## TASK DETAILS
Print the data that follows word for word, leaving out any picture.

Saved data entries:
= = = = =
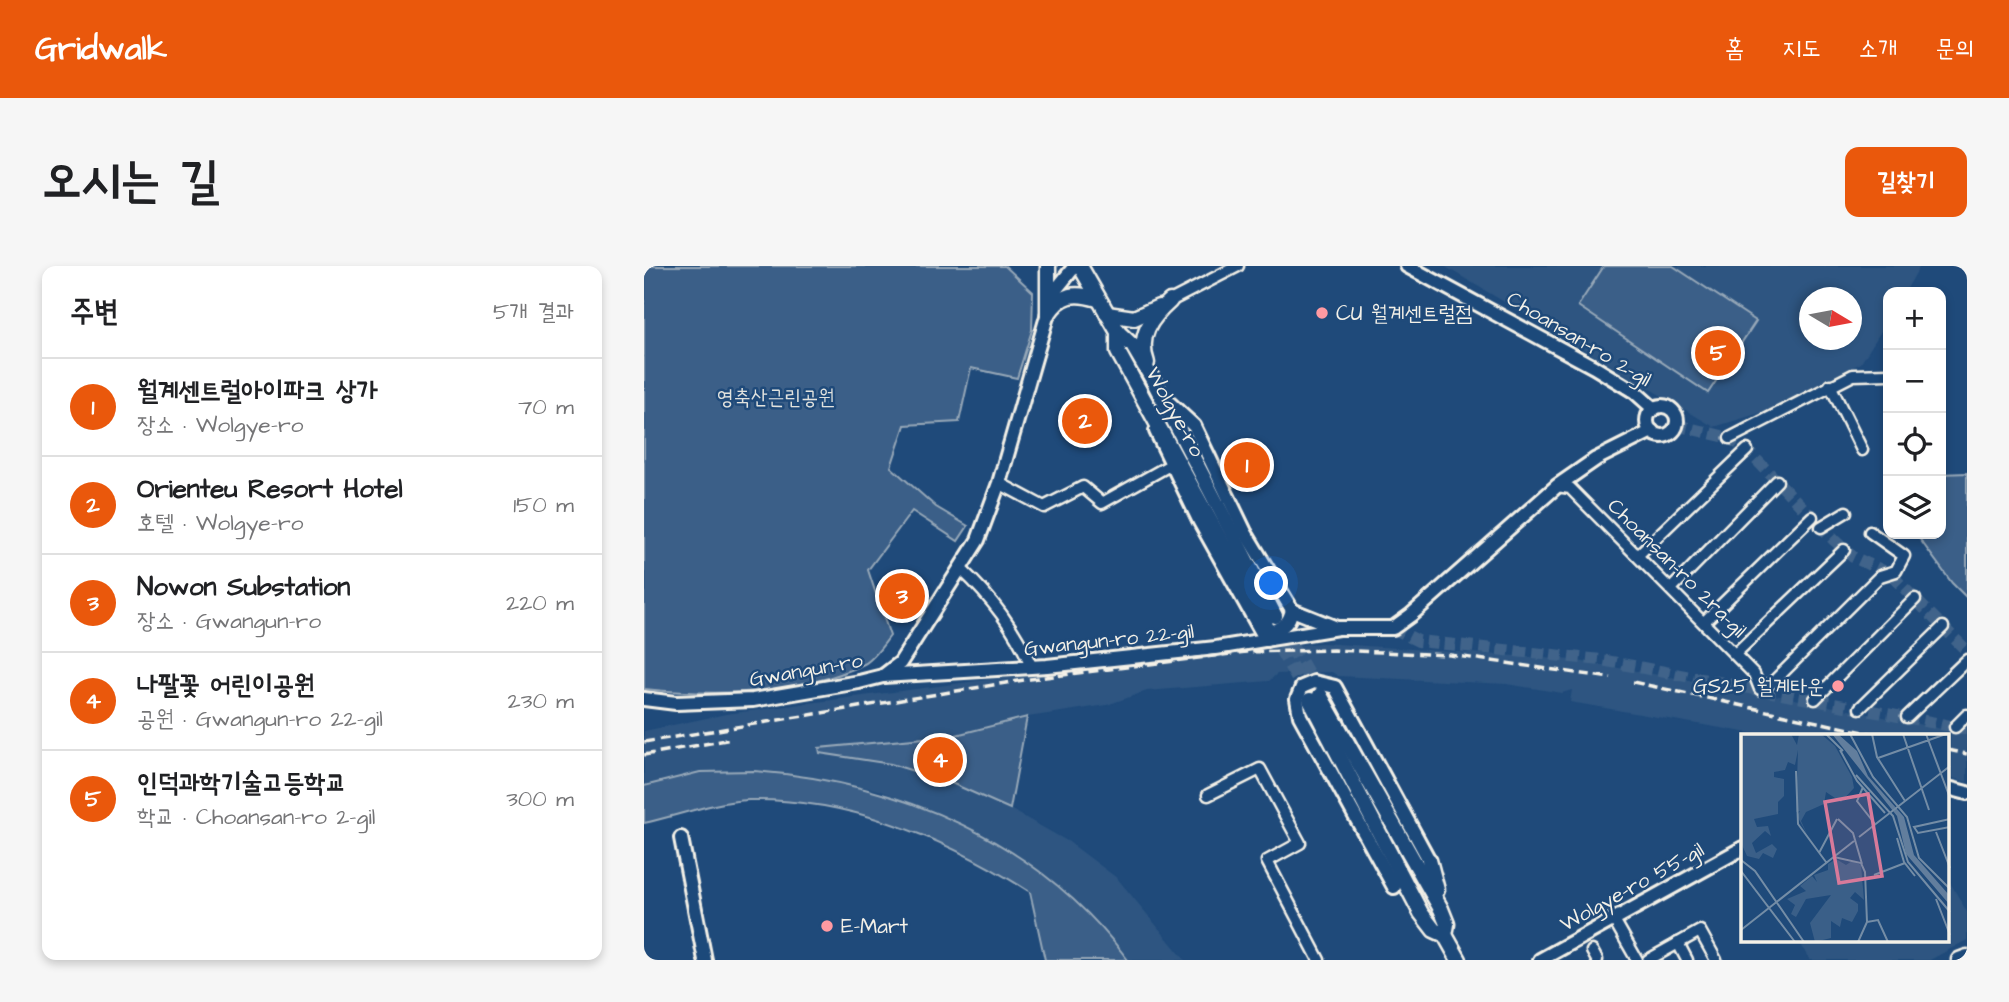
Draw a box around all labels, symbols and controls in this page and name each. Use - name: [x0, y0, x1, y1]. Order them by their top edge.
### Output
- text: Gridwalk: [35, 26, 167, 72]
- text: 홈: [1725, 32, 1744, 66]
- text: 지도: [1782, 32, 1821, 66]
- text: 소개: [1859, 32, 1897, 66]
- text: 문의: [1935, 32, 1974, 66]
- button: 길찾기: [1845, 147, 1967, 217]
- text: 오시는 길: [42, 148, 219, 216]
- street label: Choansan-ro 2-gil: [1500, 284, 1657, 395]
- north arrow: [1799, 287, 1862, 350]
- map controls: [1883, 287, 1946, 539]
- button: +: [1883, 287, 1946, 350]
- text: 주변: [70, 291, 118, 333]
- text: 5개 결과: [493, 296, 574, 328]
- place label: CU 월계센트럴점: [1336, 299, 1472, 328]
- marker: CU 월계센트럴점: [1314, 305, 1330, 321]
- pin: 5: [1695, 327, 1741, 379]
- button: −: [1883, 350, 1946, 413]
- street label: Wolgye-ro: [1137, 362, 1212, 463]
- text: 월계센트럴아이파크 상가: [137, 373, 378, 409]
- park label: 영축산근린공원: [717, 383, 835, 412]
- text: 1: [92, 391, 94, 423]
- text: 70 m: [518, 391, 574, 423]
- pin: 2: [1062, 395, 1108, 447]
- text: 장소 · Wolgye-ro: [137, 409, 304, 441]
- button: locate: [1883, 413, 1946, 476]
- pin: 1: [1224, 439, 1270, 491]
- text: Orienteu Resort Hotel: [137, 471, 403, 507]
- button: layers: [1883, 476, 1946, 539]
- text: 2: [86, 489, 100, 521]
- text: 150 m: [513, 489, 574, 521]
- street label: Choansan-ro 2ra-gil: [1599, 492, 1753, 646]
- text: 호텔 · Wolgye-ro: [137, 507, 304, 539]
- your location: [1254, 566, 1288, 600]
- text: Nowon Substation: [137, 569, 350, 605]
- pin: 3: [879, 570, 925, 622]
- text: 3: [87, 587, 99, 619]
- text: 220 m: [506, 587, 574, 619]
- text: 장소 · Gwangun-ro: [137, 605, 321, 637]
- street label: Gwangun-ro 22-gil: [1022, 617, 1196, 665]
- street label: Gwangun-ro: [747, 646, 865, 696]
- text: 나팔꽃 어린이공원: [137, 667, 315, 703]
- place label: GS25 월계타운: [1693, 672, 1824, 701]
- marker: GS25 월계타운: [1830, 678, 1846, 694]
- text: 4: [85, 685, 101, 717]
- text: 230 m: [508, 685, 574, 717]
- text: 공원 · Gwangun-ro 22-gil: [137, 703, 383, 735]
- pin: 4: [917, 734, 963, 786]
- inset map: [1741, 734, 1950, 942]
- text: 인덕과학기술고등학교: [137, 765, 346, 801]
- text: 5: [85, 783, 101, 815]
- text: 300 m: [506, 783, 574, 815]
- text: 학교 · Choansan-ro 2-gil: [137, 801, 375, 833]
- street label: Wolgye-ro 55-gil: [1555, 835, 1710, 940]
- place label: E-Mart: [841, 912, 909, 941]
- marker: E-Mart: [819, 918, 835, 934]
= = = = =
## RESULT FOR THIS TASK
Draw a box around all labels, symbols and controls in this page and name each. Use - name: [x0, y0, x1, y1]. Order them by their top edge.
### Output
- text: Gridwalk: [35, 26, 167, 72]
- text: 홈: [1725, 32, 1744, 66]
- text: 지도: [1782, 32, 1821, 66]
- text: 소개: [1859, 32, 1897, 66]
- text: 문의: [1935, 32, 1974, 66]
- button: 길찾기: [1845, 147, 1967, 217]
- text: 오시는 길: [42, 148, 219, 216]
- street label: Choansan-ro 2-gil: [1500, 284, 1657, 395]
- north arrow: [1799, 287, 1862, 350]
- map controls: [1883, 287, 1946, 539]
- button: +: [1883, 287, 1946, 350]
- text: 주변: [70, 291, 118, 333]
- text: 5개 결과: [493, 296, 574, 328]
- place label: CU 월계센트럴점: [1336, 299, 1472, 328]
- marker: CU 월계센트럴점: [1314, 305, 1330, 321]
- pin: 5: [1695, 327, 1741, 379]
- button: −: [1883, 350, 1946, 413]
- street label: Wolgye-ro: [1137, 362, 1212, 463]
- text: 월계센트럴아이파크 상가: [137, 373, 378, 409]
- park label: 영축산근린공원: [717, 383, 835, 412]
- text: 1: [92, 391, 94, 423]
- text: 70 m: [518, 391, 574, 423]
- pin: 2: [1062, 395, 1108, 447]
- text: 장소 · Wolgye-ro: [137, 409, 304, 441]
- button: locate: [1883, 413, 1946, 476]
- pin: 1: [1224, 439, 1270, 491]
- text: Orienteu Resort Hotel: [137, 471, 403, 507]
- button: layers: [1883, 476, 1946, 539]
- text: 2: [86, 489, 100, 521]
- text: 150 m: [513, 489, 574, 521]
- street label: Choansan-ro 2ra-gil: [1599, 492, 1753, 646]
- text: 호텔 · Wolgye-ro: [137, 507, 304, 539]
- your location: [1254, 566, 1288, 600]
- text: Nowon Substation: [137, 569, 350, 605]
- pin: 3: [879, 570, 925, 622]
- text: 3: [87, 587, 99, 619]
- text: 220 m: [506, 587, 574, 619]
- text: 장소 · Gwangun-ro: [137, 605, 321, 637]
- street label: Gwangun-ro 22-gil: [1022, 617, 1196, 665]
- street label: Gwangun-ro: [747, 646, 865, 696]
- text: 나팔꽃 어린이공원: [137, 667, 315, 703]
- place label: GS25 월계타운: [1693, 672, 1824, 701]
- marker: GS25 월계타운: [1830, 678, 1846, 694]
- text: 4: [85, 685, 101, 717]
- text: 230 m: [508, 685, 574, 717]
- text: 공원 · Gwangun-ro 22-gil: [137, 703, 383, 735]
- pin: 4: [917, 734, 963, 786]
- inset map: [1741, 734, 1950, 942]
- text: 인덕과학기술고등학교: [137, 765, 346, 801]
- text: 5: [85, 783, 101, 815]
- text: 300 m: [506, 783, 574, 815]
- text: 학교 · Choansan-ro 2-gil: [137, 801, 375, 833]
- street label: Wolgye-ro 55-gil: [1555, 835, 1710, 940]
- place label: E-Mart: [841, 912, 909, 941]
- marker: E-Mart: [819, 918, 835, 934]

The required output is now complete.